The term 'squeaky clean' may not exist in German, but at least we have Blitzsauber. Coming from the word "Blitzen," which means to light up, to appear or even to streak (run nude), the word refers to something so clean it sparkles.

Breaking down the word even farther brings us to Blitz, which simply means lightning.

The word Blitz is most famous in English as part of the phrase Blitzkrieg, a method of fast-paced warfare using aircraft implemented during World War II. But Blitz, Blitzen and Blitzsauber by themselves are not related to warfare, and remain correlated to more positive ideas like "lighting up" and "sparkling." 

READ ALSO: Interactive map shows Nazi blitz on London

For example, a secondary definition of "Blitzsauber," which applies especially to young women, means gleaming or magnificent.
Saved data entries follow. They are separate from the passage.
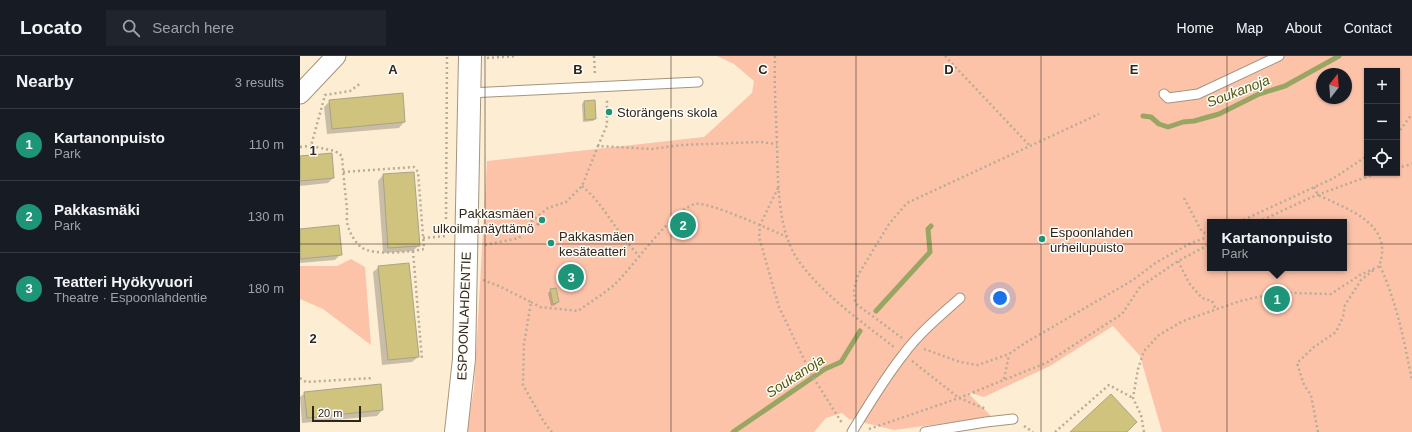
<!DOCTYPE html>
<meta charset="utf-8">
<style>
:root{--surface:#171b24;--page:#20242c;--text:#f1f3f6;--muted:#9ea1a6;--line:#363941;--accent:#1e9479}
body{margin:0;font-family:Arial,sans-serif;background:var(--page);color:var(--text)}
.controls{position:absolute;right:12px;top:12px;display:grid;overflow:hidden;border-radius:0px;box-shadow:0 1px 3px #0004}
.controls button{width:36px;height:36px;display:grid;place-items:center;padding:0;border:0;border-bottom:1px solid var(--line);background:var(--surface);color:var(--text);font:20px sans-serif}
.compass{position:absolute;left:1016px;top:12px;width:36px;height:36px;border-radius:50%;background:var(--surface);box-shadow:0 1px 3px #0004;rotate:17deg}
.scale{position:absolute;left:12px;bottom:10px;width:49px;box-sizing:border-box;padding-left:4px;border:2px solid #2c261d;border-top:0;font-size:11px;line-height:14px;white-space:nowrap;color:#2c261d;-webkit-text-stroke:3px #fffcf7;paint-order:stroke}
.you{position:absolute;left:700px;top:242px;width:14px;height:14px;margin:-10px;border:3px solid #fff;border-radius:50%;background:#1a73e8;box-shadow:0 0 0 6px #1a73e833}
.badge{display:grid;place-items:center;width:26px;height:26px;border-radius:50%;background:var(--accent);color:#fff;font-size:13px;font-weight:700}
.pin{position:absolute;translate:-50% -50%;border:2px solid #fff;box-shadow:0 1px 4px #0006}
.popup{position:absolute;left:907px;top:163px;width:140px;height:52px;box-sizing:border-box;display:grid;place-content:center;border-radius:0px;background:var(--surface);filter:drop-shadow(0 1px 3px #0005);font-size:13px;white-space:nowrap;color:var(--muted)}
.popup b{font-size:15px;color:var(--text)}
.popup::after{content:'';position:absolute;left:50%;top:100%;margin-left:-8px;border:8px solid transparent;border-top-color:var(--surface)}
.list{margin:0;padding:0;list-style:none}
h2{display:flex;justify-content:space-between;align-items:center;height:52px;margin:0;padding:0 16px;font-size:17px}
h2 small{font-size:13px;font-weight:400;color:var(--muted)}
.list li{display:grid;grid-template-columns:26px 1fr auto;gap:12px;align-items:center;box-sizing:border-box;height:72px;padding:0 16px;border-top:1px solid var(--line)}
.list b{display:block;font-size:15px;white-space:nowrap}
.list p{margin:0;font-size:13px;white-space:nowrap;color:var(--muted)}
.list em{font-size:13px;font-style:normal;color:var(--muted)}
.icon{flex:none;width:22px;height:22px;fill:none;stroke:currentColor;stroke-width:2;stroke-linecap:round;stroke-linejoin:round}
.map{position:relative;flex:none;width:1112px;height:376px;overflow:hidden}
header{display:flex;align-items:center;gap:24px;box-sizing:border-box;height:56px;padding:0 20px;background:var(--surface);border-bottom:1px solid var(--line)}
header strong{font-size:19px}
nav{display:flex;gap:22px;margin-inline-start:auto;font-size:14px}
.search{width:280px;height:36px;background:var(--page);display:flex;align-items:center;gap:10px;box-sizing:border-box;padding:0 14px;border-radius:0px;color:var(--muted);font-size:15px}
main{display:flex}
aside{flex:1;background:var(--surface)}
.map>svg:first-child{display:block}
.green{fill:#fdc3a9;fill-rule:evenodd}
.shadow{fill:#0003}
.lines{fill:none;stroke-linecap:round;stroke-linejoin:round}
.stream{stroke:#98a563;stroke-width:5}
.building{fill:#cfc37d;stroke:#a8a488}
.lane-casing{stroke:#a4957d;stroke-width:11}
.street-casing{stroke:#a4957d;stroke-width:21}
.secondary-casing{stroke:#a4957d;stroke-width:24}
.path{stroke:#b8ab97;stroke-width:2.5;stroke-dasharray:2 3;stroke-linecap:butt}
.lane{stroke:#fff;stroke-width:9}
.street{stroke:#fff;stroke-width:19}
.secondary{stroke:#fff;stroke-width:22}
.grid{fill:none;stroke:#2c261d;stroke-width:1;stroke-opacity:0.55}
.poi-dot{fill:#1e9479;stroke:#fffcf7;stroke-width:1.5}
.labels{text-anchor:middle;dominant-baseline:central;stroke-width:3;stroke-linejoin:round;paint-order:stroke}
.poi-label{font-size:13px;fill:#2c261d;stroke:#fffcf7;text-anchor:start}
.street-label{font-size:13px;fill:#2c261d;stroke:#fffcf7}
.water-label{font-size:14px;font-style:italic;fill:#505a0e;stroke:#fffcf7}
.grid-label{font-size:13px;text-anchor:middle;font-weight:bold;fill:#2c261d;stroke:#fffcf7;stroke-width:3;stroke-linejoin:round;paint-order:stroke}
</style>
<header>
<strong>Locato</strong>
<div class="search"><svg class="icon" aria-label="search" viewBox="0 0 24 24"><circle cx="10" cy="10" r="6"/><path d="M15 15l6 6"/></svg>Search here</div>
<nav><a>Home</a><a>Map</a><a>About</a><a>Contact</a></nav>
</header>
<main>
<aside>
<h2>Nearby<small>3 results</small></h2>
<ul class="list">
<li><span class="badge">1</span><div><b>Kartanonpuisto</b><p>Park</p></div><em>110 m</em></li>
<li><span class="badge">2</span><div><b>Pakkasmäki</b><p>Park</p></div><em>130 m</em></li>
<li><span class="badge">3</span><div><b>Teatteri Hyökyvuori</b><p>Theatre · Espoonlahdentie</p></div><em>180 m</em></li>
</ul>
</aside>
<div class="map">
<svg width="1112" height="376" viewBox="0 0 1112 376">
<rect width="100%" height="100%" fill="#fdedd3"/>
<g class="green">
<path d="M417 0H1112V376H862L840 300 813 270 750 310 684 341 667 336 692 361 594 374 549 363 542 357 526 362 514 376H166L174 333 187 105 404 81 452 37 454 25 434 8ZM1067 15H1097V117H1067ZM1022 18H1046V42H1022ZM910 166H1044V212H910Z"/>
<path d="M51 203 65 211 71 289 23 253 0 243V210H37Z"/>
</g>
<g class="shadow">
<path d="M30 45 104 66 99 72 27 78 24 51Z"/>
<path d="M284 46 295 63 293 65 283 66 282 48Z"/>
<path d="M0 101 33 122 28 127 0 130Z"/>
<path d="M83 119 119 189 113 195 83 197 78 125Z"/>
<path d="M243 162 245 164 238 170 236 168Z"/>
<path d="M0 174 41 198 35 204 0 207Z"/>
<path d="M79 211 118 301 112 306 82 309 73 216Z"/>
<path d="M264 221 281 223 278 226 262 229 261 223Z"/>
<path d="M251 234 258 246 255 249 251 250 248 237Z"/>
<path d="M5 337 82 354 77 360 2 367 0 341Z"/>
</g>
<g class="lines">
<g class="stream">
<path d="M843 60 851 61 859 68 868 71 883 66 894 65 919 58 959 38 985 30 1039 0"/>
<path d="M576 255 630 196 628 173 631 170"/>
<path d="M433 376 525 313 541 306 560 275"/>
</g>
</g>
<g class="building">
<path d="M103 37 105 66 32 73 29 44Z"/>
<path d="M295 44 296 63 285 64 284 45Z"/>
<path d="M32 97 34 122 0 125V100Z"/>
<path d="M114 116 120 190 88 192 83 118Z"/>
<path d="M39 169 42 199 0 203V173Z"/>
<path d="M109 207 119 301 88 304 78 210Z"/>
<path d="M281 216 282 223 265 227 263 220Z"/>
<path d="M256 232 259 246 253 248 250 233Z"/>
<path d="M81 328 83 354 7 362 4 336Z"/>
<path d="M811 338 837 366 827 376H770Z"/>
</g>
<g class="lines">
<g class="lane-casing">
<g id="lane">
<path d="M169 37 398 26"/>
<path d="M864 38 868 42 898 38 979 0"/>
<path d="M552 376C568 350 584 323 603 299 619 277 640 260 660 242"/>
<path d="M625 376 686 366 713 363"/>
</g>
</g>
<g class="street-casing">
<path id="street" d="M0 38 36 0"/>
</g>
<g class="secondary-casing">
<path id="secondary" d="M156 376 164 303 170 0"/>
</g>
<g class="path">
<path d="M294 0 295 19"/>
<path d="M475 0C474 29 476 59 477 88 478 123 477 170 496 201 518 235 562 266 594 291"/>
<path d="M645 0 730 90"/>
<path d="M187 2 217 0"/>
<path d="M1097 78 1112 58"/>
<path d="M298 90 307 69V42"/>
<path d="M0 91 11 90"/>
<path d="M1097 112 1112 108"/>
<path d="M43 116 114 111 118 116 124 193C110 196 72 200 61 191 56 187 51 179 49 173 46 167 47 158 47 152 45 134 43 117 42 100L35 95 11 90 25 39 50 35 61 27"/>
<path d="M282 130C299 144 310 164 323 181 328 188 334 194 339 200"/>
<path d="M1014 131 1018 139C1047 153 1095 168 1079 210"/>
<path d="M478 132 460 169 459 181 479 251 511 318 542 367"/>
<path d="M884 142 902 176 910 179"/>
<path d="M146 163 147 0"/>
<path d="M939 166 1034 122 1067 100"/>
<path d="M958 166 1012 141 1077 117"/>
<path d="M123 182 146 180"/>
<path d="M185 189 219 182 232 165 248 152 266 146 282 130 298 90 352 93 381 89 434 87 461 86 477 88"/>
<path d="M113 195 122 304"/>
<path d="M878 205 889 227 902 242 912 245 916 254"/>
<path d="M1080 210C1097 247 1104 285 1112 324"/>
<path d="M183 224 199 230 231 246 224 288 223 329 244 366 252 376"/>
<path d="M231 246 240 251 278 255C290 246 304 238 315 228 334 210 372 154 395 148 408 145 471 174 487 181"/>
<path d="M602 282 555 247 554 234 558 219 589 168 607 147 799 58"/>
<path d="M624 293 660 306 678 309 709 298 725 287 833 224 857 206 891 187 910 180"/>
<path d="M612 305 659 342 686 353"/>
<path d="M0 322 6 326 73 322"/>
<path d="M704 323 709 299"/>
<path d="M724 370 733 376"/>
<path d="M569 373 659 342 746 307 822 258 840 231 878 205 910 188"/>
<path d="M755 376 809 329 833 342"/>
<path d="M844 376 841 359 833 342 838 313 844 295 859 279 883 265 940 245 972 238 992 237 1031 238 1060 219 1080 210"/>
<path d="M1018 376 1011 339 1004 329 997 307 1014 291 1036 276 1043 261 1045 249 1061 224 1075 213"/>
</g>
<use href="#lane" class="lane"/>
<use href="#street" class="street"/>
<use href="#secondary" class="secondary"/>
</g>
<path class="grid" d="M185 0V376M371 0V376M556 0V376M741 0V376M927 0V376M0 188H1112"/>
<g class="poi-dot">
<circle cx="309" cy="56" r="4"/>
<circle cx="242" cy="164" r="4"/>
<circle cx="742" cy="183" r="4"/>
<circle cx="251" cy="187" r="4"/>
</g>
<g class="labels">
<g class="poi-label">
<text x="317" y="56">Storängens skola</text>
<text x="234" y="157" text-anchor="end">Pakkasmäen<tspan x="234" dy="15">ulkoilmanäyttämö</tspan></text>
<text x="750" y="176">Espoonlahden<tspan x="750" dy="15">urheilupuisto</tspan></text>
<text x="259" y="180">Pakkasmäen<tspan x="259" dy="15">kesäteatteri</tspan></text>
</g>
<g class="street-label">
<text transform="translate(164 260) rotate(-88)">ESPOONLAHDENTIE</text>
</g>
<g class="water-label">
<text transform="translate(938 35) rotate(-21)">Soukanoja</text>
<text transform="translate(495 320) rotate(-33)">Soukanoja</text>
</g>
</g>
<g class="grid-label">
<text x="93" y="18">A</text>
<text x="278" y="18">B</text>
<text x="463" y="18">C</text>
<text x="649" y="18">D</text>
<text x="834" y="18">E</text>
<text x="13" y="99">1</text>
<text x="13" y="287">2</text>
</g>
</svg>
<div class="controls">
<button>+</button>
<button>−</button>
<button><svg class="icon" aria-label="locate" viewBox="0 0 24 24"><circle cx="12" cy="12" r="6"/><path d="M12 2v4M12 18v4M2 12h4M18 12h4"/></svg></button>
</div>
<svg class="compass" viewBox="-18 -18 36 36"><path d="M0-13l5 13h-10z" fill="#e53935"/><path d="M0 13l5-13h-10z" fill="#9ea1a6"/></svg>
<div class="scale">20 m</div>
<div class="you"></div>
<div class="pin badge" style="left:977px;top:243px">1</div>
<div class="popup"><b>Kartanonpuisto</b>Park</div>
<div class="pin badge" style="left:383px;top:169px">2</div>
<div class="pin badge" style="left:271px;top:221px">3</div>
</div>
</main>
This usage is more common in southern Germany or Austria.

It can also apply to an ideal situation, or something meeting or exceeding all expectations. 

Examples: 

"Gestern habe ich die ganze Wohnung geputzt, bis Sie blitzsauber war. Es wird sicher nie wieder passieren."

"Yesterday I cleaned the entire apartment until it sparkled. It will probably never happen again."  

"Die Schauspielerin war in der Hauptrolle blitzsauber."

"The actress in the leading role was magnificent."